● **Aim of the task**
Find all lines below containing the string "Circle" and return them.

● **Dataset extract**
^^^^^^^^
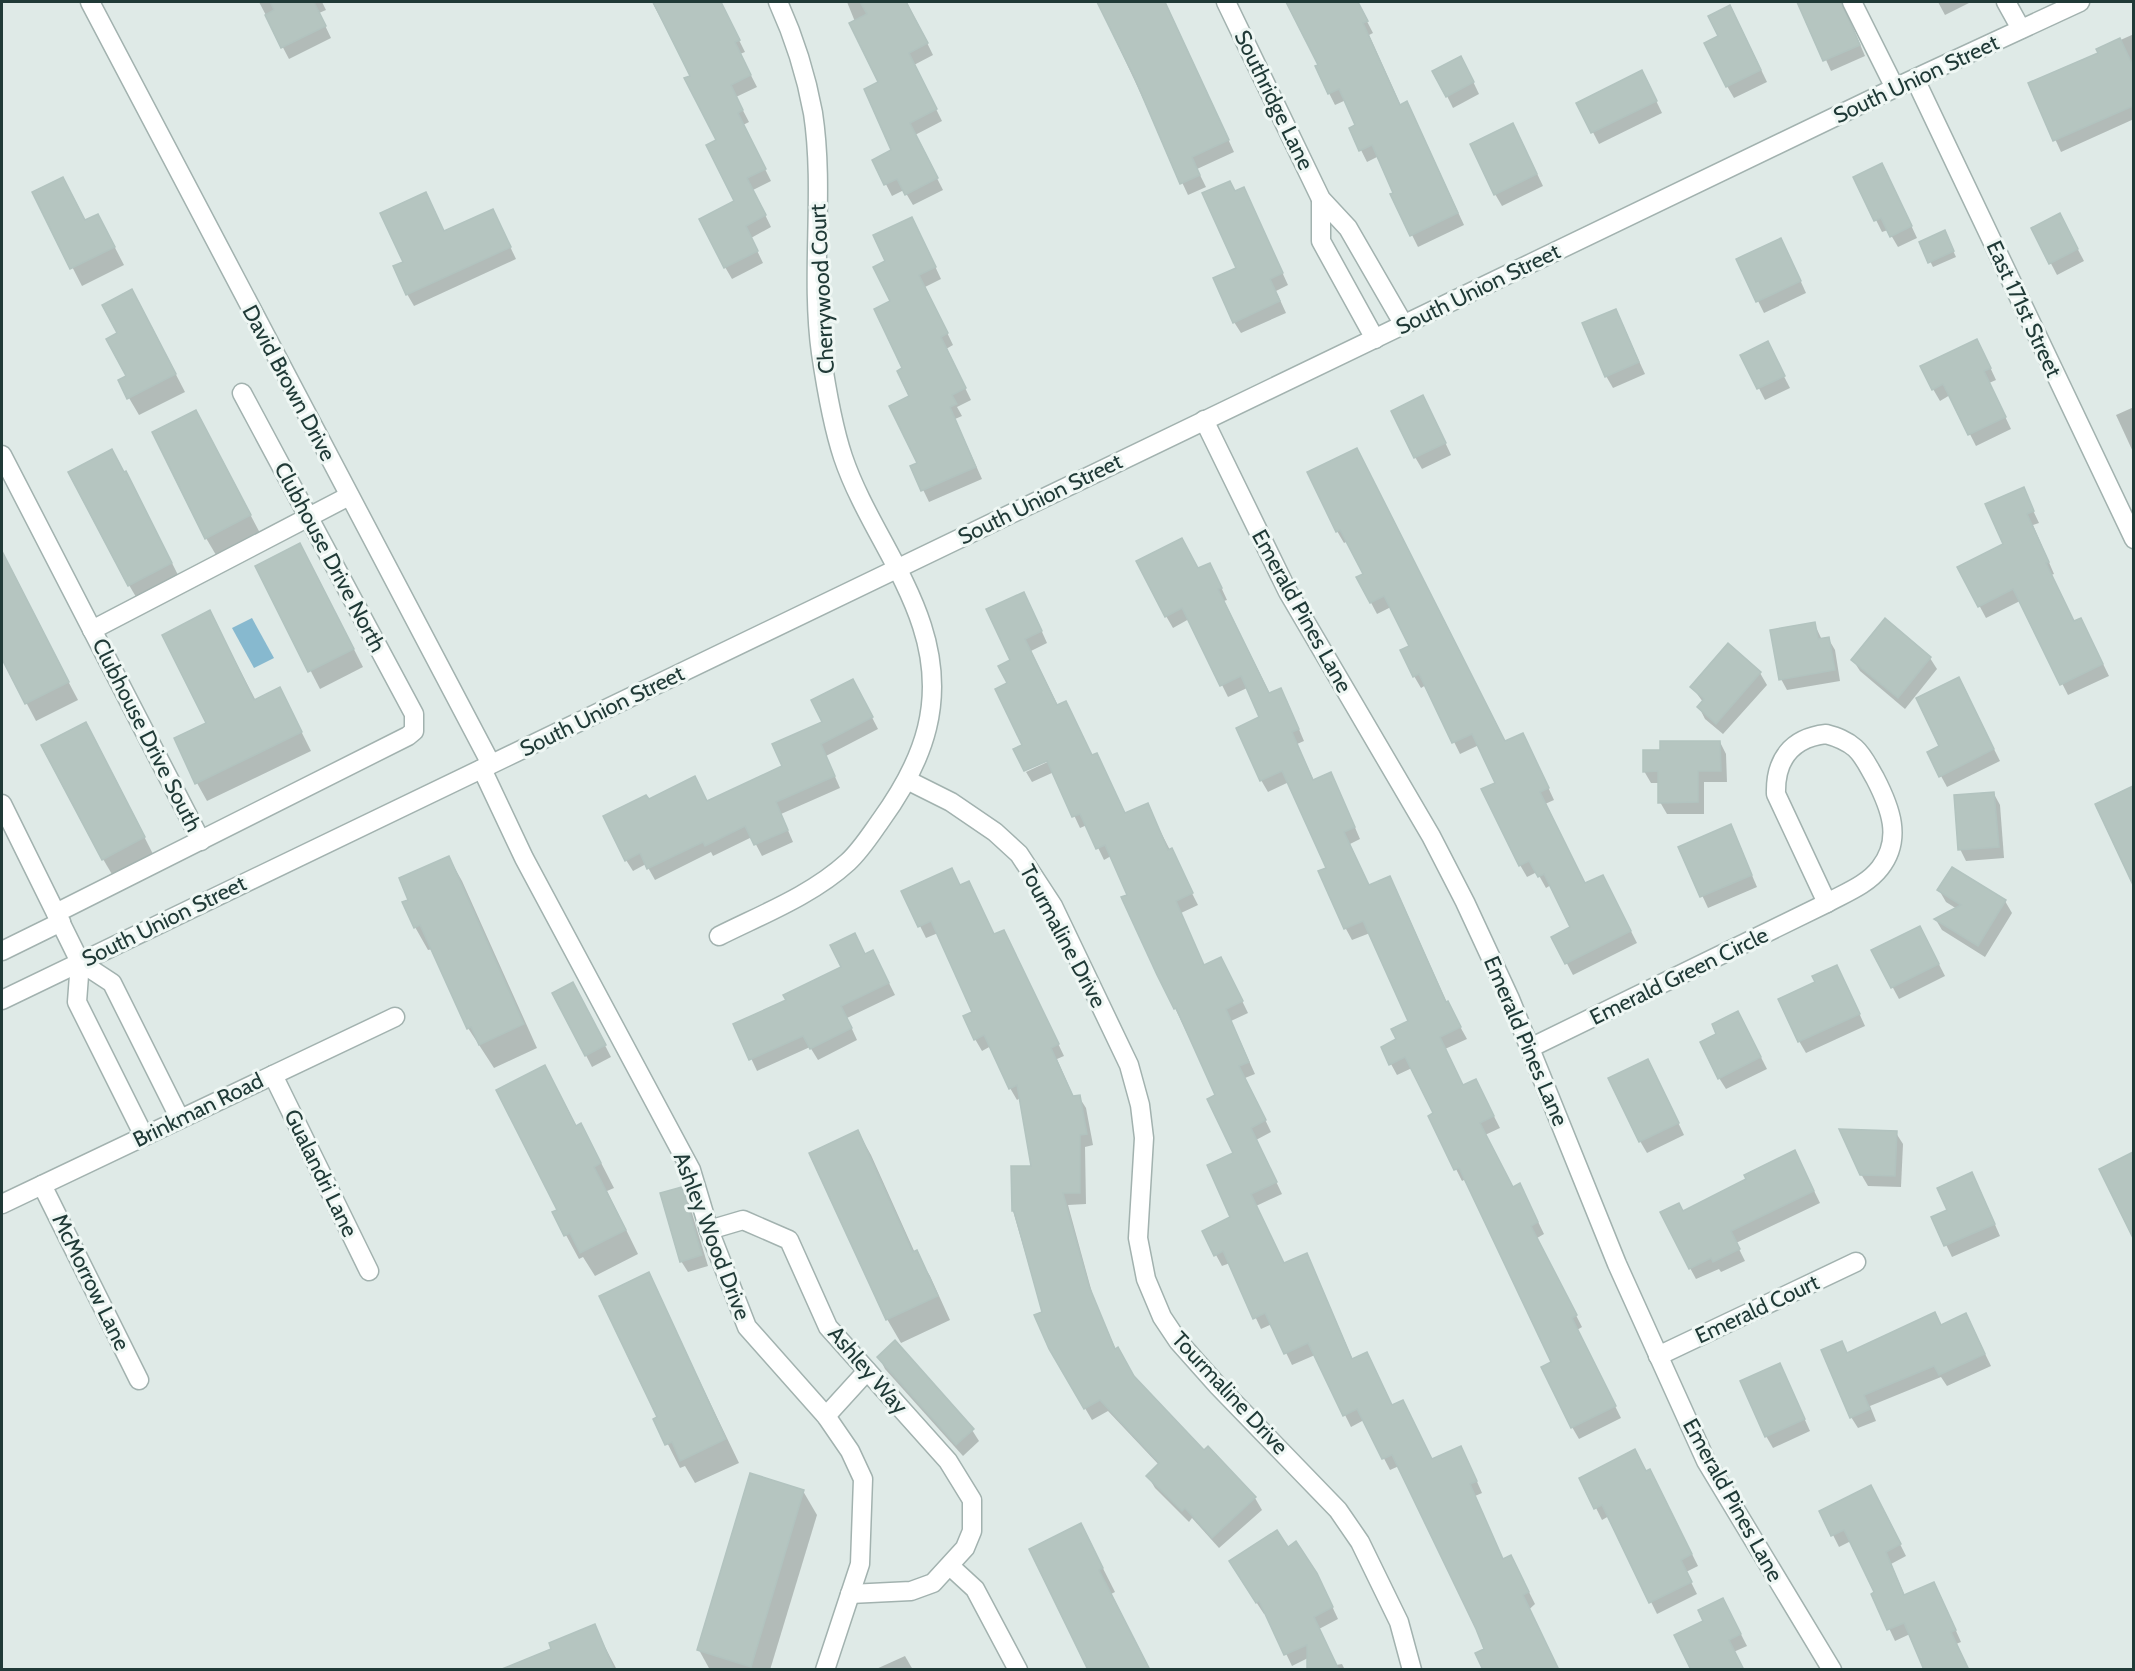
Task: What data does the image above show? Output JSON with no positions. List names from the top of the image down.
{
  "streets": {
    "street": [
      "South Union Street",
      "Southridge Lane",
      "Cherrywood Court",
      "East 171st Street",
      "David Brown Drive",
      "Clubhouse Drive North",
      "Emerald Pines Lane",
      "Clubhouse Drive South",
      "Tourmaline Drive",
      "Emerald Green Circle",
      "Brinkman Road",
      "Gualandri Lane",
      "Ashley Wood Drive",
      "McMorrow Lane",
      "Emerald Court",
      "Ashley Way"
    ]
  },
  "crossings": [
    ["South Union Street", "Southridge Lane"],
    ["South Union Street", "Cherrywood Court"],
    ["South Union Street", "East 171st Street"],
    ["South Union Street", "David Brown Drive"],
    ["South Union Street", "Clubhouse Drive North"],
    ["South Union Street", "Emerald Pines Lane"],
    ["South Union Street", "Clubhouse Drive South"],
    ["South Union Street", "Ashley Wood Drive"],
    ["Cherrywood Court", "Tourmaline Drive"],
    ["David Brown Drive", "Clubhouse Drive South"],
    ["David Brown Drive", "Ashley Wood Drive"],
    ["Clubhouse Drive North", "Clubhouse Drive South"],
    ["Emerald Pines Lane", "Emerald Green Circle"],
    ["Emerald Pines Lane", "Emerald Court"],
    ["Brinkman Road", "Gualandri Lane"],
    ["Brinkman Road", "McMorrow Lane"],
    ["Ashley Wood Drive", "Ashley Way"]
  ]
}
^^^^^^^^
● **Result for this exercise**
      "Emerald Green Circle",
    ["Emerald Pines Lane", "Emerald Green Circle"],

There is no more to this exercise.